Look below for the lines from the one with "<button>−</button>" to the one with "20V5M6 11l6-6 6", and copy exactly those lines, both ends included.
BEGIN Records provided
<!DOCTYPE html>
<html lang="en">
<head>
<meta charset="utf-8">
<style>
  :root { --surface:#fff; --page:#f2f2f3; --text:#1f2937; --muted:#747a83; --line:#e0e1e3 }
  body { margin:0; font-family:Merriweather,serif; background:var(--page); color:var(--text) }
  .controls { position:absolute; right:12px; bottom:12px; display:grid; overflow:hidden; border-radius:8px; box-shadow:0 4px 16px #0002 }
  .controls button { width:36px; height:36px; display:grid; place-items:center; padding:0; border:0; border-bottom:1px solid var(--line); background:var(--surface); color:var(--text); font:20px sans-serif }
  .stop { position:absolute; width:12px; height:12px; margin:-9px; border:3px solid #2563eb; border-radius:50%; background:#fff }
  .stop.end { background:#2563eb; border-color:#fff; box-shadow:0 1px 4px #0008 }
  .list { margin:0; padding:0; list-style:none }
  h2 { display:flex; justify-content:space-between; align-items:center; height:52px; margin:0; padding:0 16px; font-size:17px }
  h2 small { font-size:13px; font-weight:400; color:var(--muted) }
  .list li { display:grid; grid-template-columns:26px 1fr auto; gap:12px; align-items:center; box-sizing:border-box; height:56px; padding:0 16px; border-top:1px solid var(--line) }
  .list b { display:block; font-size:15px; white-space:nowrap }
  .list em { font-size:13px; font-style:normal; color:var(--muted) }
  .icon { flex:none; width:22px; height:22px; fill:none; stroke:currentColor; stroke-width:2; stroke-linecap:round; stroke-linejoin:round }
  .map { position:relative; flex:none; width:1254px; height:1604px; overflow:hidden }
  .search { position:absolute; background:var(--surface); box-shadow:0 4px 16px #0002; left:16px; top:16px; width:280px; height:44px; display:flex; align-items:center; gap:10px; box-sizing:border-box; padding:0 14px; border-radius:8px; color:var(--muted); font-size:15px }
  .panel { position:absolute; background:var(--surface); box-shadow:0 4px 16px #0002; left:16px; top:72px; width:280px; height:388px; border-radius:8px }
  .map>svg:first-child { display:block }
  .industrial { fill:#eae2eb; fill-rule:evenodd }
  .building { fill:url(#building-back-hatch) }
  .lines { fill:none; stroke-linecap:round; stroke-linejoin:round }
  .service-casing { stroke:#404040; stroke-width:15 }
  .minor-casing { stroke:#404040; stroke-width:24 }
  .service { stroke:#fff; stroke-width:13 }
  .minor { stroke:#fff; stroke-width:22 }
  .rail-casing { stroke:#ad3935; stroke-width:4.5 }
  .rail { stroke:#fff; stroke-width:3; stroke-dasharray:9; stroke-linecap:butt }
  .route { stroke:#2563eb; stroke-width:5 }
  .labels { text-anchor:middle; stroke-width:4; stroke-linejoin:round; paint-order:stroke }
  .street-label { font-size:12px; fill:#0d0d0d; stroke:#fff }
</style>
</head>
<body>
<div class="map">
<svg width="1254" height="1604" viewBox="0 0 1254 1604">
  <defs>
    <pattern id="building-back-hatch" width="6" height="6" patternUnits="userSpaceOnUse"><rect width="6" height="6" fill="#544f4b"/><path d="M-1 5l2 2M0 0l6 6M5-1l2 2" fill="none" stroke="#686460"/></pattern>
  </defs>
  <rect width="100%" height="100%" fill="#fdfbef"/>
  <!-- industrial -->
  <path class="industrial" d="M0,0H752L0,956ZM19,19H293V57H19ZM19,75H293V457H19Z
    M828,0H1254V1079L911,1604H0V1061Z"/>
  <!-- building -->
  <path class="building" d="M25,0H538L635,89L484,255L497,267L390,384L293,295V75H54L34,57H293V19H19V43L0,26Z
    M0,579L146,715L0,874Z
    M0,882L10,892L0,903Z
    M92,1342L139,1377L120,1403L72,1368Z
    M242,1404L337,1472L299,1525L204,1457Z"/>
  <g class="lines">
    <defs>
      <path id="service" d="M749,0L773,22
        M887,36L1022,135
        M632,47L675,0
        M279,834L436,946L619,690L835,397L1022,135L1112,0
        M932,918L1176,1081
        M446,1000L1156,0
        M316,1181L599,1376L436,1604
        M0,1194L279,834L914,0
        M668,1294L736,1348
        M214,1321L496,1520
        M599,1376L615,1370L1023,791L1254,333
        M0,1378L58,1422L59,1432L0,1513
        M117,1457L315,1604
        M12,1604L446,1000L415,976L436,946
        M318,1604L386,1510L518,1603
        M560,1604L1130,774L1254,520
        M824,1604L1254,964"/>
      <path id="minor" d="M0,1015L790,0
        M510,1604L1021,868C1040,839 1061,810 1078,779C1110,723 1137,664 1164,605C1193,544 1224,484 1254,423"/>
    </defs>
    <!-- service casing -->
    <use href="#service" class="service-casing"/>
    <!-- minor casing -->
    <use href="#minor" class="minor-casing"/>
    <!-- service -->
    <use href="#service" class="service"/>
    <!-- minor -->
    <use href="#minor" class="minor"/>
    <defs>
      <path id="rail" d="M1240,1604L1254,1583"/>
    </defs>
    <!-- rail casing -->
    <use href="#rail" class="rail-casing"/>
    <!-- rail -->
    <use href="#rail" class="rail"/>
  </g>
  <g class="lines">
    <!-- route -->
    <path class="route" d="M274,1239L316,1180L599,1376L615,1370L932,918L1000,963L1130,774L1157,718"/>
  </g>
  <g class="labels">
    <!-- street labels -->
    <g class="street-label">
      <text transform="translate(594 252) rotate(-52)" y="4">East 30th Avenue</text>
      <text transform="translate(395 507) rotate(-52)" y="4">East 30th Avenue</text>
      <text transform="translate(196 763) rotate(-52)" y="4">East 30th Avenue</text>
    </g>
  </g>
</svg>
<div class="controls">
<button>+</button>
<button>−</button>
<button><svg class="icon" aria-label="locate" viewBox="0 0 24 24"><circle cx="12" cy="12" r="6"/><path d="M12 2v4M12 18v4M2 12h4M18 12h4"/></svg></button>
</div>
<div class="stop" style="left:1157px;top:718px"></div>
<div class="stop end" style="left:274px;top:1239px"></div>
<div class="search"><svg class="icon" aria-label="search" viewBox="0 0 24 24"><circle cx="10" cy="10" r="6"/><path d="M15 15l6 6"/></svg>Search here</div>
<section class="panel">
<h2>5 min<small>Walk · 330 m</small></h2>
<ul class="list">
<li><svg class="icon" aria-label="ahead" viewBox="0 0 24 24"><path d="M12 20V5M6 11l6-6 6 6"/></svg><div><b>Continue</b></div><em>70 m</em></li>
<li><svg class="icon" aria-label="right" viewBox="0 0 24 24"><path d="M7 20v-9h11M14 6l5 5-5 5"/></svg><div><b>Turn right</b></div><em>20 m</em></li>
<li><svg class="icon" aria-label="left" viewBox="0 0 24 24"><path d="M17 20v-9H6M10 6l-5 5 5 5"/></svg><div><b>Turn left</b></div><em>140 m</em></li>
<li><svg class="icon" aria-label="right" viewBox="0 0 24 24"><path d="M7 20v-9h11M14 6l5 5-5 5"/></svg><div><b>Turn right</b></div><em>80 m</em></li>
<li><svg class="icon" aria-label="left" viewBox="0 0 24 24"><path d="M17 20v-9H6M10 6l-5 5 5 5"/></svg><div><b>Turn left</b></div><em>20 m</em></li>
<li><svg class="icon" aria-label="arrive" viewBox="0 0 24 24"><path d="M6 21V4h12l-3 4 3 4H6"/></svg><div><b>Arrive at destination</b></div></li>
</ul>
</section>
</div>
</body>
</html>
END Records provided
* [Response box]:
<button>−</button>
<button><svg class="icon" aria-label="locate" viewBox="0 0 24 24"><circle cx="12" cy="12" r="6"/><path d="M12 2v4M12 18v4M2 12h4M18 12h4"/></svg></button>
</div>
<div class="stop" style="left:1157px;top:718px"></div>
<div class="stop end" style="left:274px;top:1239px"></div>
<div class="search"><svg class="icon" aria-label="search" viewBox="0 0 24 24"><circle cx="10" cy="10" r="6"/><path d="M15 15l6 6"/></svg>Search here</div>
<section class="panel">
<h2>5 min<small>Walk · 330 m</small></h2>
<ul class="list">
<li><svg class="icon" aria-label="ahead" viewBox="0 0 24 24"><path d="M12 20V5M6 11l6-6 6 6"/></svg><div><b>Continue</b></div><em>70 m</em></li>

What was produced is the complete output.